--- EXERCISE PROMPT ---
If a line in the entries contains the word "JSON", list it.

··· LISTED RECORDS ···

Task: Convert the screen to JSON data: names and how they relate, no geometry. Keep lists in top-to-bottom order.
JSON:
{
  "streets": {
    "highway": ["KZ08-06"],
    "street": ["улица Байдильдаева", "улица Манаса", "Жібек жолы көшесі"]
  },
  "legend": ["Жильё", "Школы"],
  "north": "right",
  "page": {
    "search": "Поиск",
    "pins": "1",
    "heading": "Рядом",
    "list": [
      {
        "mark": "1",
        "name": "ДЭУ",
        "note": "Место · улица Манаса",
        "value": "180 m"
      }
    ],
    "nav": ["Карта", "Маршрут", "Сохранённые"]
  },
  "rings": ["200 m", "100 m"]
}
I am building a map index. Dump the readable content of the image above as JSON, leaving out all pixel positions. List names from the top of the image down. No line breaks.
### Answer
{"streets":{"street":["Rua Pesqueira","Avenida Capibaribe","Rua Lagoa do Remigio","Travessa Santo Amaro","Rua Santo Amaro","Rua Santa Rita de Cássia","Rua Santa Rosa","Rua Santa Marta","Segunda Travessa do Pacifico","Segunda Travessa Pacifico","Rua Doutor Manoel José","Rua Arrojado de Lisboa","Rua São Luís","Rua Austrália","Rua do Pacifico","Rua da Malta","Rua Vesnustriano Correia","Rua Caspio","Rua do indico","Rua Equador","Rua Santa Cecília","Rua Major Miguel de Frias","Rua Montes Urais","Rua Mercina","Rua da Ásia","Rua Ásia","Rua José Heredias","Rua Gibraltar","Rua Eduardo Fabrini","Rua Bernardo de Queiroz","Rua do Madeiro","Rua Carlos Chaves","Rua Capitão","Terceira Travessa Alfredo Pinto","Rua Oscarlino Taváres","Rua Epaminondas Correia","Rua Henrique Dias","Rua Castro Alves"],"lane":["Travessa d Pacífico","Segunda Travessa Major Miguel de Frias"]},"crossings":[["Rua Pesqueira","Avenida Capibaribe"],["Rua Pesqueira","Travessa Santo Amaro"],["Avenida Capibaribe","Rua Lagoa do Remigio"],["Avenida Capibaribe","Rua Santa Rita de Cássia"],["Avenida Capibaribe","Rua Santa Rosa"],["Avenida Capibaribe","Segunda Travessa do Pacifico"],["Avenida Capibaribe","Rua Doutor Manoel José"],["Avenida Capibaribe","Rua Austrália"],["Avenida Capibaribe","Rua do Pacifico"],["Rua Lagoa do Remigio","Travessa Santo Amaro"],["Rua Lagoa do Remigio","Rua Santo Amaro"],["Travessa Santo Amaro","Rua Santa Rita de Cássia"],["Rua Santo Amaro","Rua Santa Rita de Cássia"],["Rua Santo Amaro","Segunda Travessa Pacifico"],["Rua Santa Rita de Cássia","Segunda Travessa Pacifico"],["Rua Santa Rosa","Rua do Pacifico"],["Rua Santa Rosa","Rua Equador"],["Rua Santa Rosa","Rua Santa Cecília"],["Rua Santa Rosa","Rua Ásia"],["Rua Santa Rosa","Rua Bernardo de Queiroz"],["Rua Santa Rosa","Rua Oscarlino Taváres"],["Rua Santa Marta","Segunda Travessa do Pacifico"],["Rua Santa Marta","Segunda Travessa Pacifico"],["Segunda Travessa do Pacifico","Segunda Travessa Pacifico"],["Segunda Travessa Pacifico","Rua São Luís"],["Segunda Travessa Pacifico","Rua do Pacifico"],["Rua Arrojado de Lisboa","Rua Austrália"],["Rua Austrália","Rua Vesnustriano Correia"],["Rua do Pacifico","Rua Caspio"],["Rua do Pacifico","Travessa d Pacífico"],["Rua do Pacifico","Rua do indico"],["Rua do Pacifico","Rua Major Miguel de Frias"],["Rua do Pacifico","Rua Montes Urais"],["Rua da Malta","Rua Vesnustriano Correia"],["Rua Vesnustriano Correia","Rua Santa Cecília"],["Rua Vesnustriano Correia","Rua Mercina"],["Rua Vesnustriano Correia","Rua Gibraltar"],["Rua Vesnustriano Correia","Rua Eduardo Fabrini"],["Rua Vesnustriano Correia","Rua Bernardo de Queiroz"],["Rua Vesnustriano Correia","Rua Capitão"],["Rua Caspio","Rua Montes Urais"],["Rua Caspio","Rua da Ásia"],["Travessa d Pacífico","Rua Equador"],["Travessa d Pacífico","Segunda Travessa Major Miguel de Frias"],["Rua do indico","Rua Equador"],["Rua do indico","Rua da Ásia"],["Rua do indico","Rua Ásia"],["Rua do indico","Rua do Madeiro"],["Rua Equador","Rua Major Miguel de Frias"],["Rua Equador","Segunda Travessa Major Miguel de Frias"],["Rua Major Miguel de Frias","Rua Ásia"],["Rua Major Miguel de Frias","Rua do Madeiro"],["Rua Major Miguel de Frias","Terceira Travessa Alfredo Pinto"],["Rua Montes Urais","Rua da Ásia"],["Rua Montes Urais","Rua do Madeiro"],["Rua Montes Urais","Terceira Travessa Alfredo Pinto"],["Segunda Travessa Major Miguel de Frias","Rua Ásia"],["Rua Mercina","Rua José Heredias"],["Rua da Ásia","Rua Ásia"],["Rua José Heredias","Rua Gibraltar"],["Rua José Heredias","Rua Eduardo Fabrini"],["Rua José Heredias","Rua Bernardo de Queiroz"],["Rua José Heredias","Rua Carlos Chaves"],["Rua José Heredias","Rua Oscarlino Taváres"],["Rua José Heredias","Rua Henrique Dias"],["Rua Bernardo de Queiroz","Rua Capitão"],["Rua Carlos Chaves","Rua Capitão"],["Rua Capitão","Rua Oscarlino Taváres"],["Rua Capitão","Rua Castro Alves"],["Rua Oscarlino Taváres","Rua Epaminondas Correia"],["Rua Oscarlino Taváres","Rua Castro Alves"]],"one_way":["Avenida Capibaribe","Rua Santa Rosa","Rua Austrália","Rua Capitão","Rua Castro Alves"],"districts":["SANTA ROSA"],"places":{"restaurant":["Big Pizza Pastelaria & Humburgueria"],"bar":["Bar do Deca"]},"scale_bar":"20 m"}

···

--- FINAL ANSWER ---
Task: Convert the screen to JSON data: names and how they relate, no geometry. Keep lists in top-to-bottom order.
JSON:
I am building a map index. Dump the readable content of the image above as JSON, leaving out all pixel positions. List names from the top of the image down. No line breaks.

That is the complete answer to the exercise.